From the entries below, reproduce exactly the line containing "Extract the structured data from this image", the line containing "Give me a JSON", and every line in between, with nothing added.

Start of Block

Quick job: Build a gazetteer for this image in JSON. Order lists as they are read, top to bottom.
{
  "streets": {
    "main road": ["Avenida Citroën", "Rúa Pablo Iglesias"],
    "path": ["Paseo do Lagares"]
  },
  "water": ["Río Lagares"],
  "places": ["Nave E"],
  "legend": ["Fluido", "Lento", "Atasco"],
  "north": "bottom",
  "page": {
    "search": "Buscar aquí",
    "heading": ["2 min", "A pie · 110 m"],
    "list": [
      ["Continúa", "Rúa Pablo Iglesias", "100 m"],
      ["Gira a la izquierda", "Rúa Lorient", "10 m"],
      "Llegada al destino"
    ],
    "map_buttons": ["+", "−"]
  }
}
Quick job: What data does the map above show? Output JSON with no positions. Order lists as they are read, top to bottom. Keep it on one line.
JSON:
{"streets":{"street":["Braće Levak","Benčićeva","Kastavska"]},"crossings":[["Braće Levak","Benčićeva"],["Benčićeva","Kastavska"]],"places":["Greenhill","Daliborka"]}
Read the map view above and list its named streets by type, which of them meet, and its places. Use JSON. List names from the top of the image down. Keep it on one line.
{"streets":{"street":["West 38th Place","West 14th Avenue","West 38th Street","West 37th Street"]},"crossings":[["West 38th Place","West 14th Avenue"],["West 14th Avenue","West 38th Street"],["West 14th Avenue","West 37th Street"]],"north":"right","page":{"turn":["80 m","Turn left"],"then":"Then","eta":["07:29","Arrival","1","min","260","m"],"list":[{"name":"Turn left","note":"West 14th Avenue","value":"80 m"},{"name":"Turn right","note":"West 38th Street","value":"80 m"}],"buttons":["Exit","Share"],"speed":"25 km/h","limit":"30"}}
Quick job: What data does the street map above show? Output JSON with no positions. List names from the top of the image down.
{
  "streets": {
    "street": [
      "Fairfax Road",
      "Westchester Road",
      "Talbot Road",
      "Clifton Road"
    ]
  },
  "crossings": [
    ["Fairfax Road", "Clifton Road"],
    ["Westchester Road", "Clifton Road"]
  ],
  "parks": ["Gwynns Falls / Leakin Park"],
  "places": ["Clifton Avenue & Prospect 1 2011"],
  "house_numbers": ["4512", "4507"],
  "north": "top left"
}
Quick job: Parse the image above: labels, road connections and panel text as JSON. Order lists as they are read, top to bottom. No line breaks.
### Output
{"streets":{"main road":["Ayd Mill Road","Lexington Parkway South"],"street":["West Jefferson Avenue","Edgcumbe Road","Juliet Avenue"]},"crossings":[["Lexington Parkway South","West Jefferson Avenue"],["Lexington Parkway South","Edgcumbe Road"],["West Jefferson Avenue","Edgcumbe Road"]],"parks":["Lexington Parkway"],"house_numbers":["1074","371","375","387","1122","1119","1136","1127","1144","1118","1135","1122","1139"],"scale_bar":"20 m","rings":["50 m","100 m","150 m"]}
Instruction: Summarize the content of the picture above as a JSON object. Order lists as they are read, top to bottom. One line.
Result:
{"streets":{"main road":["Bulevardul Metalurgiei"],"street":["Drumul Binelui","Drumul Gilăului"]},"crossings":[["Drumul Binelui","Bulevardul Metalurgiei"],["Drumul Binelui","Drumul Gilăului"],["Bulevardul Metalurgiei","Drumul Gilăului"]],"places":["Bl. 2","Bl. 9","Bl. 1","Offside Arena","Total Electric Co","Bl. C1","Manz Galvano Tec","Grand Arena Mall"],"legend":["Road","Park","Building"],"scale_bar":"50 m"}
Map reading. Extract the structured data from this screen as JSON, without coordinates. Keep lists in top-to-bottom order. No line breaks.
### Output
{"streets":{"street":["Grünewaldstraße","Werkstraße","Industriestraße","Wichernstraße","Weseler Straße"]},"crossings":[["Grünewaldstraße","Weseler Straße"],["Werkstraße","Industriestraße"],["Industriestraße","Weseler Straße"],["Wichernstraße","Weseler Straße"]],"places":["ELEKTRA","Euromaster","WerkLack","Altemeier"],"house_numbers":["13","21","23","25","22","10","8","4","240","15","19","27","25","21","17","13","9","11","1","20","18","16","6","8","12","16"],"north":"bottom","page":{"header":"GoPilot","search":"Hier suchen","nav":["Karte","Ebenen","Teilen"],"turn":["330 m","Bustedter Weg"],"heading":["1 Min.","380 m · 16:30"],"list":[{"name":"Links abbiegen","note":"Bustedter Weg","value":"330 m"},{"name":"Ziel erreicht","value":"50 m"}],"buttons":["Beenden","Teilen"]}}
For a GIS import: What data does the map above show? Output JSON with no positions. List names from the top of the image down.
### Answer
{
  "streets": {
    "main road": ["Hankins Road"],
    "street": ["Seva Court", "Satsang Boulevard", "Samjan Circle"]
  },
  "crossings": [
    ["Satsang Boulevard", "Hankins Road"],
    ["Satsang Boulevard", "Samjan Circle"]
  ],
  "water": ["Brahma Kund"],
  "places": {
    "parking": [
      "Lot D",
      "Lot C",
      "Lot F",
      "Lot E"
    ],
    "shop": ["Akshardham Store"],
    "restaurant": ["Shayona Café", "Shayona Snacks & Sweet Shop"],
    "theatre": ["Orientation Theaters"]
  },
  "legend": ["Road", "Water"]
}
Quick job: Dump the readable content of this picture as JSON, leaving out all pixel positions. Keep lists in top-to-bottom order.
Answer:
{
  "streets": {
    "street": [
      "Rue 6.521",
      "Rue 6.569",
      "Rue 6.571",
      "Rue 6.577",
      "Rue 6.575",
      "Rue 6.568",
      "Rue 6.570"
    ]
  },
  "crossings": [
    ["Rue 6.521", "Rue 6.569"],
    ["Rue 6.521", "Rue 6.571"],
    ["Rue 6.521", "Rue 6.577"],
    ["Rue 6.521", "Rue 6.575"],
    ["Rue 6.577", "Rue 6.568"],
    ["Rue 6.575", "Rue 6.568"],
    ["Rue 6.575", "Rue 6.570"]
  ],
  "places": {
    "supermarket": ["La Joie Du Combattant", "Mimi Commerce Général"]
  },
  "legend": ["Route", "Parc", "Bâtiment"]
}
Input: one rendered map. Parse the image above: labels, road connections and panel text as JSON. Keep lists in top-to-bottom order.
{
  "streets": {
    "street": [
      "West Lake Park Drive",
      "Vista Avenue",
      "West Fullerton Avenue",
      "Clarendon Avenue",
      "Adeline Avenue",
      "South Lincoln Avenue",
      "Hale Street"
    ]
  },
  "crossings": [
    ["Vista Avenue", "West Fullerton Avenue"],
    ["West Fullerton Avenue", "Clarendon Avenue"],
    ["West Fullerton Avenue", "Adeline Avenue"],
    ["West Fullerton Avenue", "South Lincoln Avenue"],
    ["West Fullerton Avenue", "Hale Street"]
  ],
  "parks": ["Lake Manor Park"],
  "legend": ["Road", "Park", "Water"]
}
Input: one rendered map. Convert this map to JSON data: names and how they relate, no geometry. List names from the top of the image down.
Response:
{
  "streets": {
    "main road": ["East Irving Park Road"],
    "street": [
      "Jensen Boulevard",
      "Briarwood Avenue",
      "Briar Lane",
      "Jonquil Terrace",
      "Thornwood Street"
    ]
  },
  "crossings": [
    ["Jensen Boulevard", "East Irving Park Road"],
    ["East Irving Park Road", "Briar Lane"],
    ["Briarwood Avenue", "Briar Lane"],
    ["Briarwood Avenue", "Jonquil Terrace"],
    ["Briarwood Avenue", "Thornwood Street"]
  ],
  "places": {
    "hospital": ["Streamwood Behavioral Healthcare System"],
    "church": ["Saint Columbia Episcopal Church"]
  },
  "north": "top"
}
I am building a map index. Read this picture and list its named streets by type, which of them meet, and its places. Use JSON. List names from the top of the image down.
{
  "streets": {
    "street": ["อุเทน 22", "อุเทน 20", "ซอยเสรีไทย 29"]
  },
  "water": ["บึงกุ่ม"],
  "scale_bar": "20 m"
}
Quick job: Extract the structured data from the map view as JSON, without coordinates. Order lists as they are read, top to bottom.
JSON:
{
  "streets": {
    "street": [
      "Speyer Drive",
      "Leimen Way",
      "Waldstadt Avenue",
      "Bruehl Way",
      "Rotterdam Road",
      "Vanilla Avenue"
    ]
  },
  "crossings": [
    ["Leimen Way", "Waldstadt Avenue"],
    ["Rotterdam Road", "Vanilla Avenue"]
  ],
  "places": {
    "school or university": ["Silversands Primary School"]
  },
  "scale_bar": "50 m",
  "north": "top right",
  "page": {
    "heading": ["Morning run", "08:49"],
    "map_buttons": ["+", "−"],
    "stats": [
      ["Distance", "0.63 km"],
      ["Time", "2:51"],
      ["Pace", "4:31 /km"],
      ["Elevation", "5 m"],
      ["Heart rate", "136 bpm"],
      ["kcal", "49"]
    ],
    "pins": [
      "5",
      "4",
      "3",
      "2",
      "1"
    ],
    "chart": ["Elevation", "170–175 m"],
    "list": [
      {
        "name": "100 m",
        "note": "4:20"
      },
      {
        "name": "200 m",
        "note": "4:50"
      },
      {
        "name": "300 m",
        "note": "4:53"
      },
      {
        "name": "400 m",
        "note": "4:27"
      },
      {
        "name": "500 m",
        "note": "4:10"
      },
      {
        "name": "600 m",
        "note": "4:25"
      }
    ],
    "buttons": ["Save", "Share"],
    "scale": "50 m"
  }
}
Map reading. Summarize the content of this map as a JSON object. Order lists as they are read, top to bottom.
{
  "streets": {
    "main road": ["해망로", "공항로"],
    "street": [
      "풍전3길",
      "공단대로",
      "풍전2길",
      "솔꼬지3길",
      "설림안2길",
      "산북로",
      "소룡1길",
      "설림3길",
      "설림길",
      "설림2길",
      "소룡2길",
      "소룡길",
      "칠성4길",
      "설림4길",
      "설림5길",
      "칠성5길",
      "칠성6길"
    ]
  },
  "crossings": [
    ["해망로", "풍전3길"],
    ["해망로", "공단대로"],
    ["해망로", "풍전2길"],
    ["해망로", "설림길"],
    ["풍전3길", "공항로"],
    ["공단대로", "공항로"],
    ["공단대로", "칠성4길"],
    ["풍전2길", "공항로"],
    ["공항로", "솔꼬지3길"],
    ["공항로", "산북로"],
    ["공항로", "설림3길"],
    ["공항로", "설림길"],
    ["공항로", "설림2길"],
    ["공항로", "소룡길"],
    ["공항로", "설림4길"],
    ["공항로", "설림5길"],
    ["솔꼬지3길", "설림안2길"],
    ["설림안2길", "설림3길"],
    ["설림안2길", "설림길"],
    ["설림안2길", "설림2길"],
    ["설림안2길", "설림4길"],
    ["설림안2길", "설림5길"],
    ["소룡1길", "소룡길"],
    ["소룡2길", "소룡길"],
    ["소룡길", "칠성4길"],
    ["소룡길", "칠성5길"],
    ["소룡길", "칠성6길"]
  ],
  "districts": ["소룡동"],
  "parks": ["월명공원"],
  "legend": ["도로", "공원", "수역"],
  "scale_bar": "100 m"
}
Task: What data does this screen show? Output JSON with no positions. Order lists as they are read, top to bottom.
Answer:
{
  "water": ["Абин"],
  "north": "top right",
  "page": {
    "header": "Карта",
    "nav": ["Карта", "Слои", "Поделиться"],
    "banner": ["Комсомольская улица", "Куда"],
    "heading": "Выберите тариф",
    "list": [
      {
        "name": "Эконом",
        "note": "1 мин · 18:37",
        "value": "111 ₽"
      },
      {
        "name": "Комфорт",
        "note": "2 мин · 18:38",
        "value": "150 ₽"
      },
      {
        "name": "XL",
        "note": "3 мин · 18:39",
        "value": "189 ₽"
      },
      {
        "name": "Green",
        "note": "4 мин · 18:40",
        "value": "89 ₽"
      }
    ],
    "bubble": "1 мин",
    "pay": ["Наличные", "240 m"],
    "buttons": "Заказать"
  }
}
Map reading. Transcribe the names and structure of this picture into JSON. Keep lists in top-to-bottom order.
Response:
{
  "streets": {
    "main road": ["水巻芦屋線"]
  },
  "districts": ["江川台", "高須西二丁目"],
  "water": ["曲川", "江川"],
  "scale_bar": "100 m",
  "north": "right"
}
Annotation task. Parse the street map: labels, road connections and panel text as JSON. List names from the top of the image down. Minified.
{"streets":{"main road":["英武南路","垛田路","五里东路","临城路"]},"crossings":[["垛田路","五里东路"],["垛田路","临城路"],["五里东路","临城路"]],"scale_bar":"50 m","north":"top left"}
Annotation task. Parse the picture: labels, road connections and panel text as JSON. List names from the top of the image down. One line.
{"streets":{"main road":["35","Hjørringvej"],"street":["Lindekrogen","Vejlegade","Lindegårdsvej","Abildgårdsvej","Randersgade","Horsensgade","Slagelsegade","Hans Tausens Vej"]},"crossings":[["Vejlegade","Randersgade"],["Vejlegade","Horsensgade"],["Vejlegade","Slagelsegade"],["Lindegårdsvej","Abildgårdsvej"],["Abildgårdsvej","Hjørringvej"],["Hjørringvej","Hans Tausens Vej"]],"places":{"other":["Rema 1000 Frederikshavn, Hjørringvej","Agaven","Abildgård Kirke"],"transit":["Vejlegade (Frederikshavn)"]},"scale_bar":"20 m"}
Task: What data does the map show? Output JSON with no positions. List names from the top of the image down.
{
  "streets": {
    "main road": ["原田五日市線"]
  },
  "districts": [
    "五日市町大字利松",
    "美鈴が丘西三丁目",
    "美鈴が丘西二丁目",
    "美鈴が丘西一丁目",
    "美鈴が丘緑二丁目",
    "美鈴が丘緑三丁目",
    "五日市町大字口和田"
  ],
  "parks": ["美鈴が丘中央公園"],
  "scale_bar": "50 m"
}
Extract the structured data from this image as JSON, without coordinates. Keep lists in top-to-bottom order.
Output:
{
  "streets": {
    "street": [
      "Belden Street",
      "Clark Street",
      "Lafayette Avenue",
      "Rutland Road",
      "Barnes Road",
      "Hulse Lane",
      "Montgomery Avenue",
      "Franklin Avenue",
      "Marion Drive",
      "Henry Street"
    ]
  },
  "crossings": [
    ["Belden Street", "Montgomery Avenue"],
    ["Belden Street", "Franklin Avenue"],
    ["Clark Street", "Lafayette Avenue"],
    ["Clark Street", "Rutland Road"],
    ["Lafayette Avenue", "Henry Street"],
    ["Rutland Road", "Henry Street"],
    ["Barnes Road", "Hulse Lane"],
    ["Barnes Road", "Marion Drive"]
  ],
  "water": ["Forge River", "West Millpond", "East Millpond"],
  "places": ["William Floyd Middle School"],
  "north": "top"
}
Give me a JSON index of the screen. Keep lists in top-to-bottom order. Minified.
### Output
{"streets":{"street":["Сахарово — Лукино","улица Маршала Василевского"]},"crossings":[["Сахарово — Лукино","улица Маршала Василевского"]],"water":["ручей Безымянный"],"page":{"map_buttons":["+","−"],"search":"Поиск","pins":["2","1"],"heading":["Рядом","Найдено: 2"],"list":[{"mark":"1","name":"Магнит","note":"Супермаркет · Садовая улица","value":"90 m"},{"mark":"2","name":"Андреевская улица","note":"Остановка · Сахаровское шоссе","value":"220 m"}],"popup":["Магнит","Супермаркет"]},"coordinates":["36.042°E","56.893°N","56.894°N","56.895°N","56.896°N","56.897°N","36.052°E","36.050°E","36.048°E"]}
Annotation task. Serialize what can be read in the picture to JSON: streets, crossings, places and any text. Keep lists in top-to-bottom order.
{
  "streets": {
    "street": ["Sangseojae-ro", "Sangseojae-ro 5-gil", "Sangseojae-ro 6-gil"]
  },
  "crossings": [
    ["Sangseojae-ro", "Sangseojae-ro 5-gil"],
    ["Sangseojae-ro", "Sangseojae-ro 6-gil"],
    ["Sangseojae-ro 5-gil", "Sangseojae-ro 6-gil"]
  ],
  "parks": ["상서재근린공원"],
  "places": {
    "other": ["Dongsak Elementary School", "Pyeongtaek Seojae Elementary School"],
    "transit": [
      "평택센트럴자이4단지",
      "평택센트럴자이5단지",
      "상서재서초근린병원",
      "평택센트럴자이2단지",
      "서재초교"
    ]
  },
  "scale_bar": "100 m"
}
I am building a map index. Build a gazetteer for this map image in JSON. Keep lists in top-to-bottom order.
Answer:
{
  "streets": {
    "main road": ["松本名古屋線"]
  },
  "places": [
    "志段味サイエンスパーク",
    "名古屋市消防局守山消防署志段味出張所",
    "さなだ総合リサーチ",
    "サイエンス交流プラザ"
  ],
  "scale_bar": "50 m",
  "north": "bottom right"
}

End of Block

**EXERCISE ANSWER:**
Extract the structured data from this image as JSON, without coordinates. Keep lists in top-to-bottom order.
Output:
{
  "streets": {
    "street": [
      "Belden Street",
      "Clark Street",
      "Lafayette Avenue",
      "Rutland Road",
      "Barnes Road",
      "Hulse Lane",
      "Montgomery Avenue",
      "Franklin Avenue",
      "Marion Drive",
      "Henry Street"
    ]
  },
  "crossings": [
    ["Belden Street", "Montgomery Avenue"],
    ["Belden Street", "Franklin Avenue"],
    ["Clark Street", "Lafayette Avenue"],
    ["Clark Street", "Rutland Road"],
    ["Lafayette Avenue", "Henry Street"],
    ["Rutland Road", "Henry Street"],
    ["Barnes Road", "Hulse Lane"],
    ["Barnes Road", "Marion Drive"]
  ],
  "water": ["Forge River", "West Millpond", "East Millpond"],
  "places": ["William Floyd Middle School"],
  "north": "top"
}
Give me a JSON index of the screen. Keep lists in top-to-bottom order. Minified.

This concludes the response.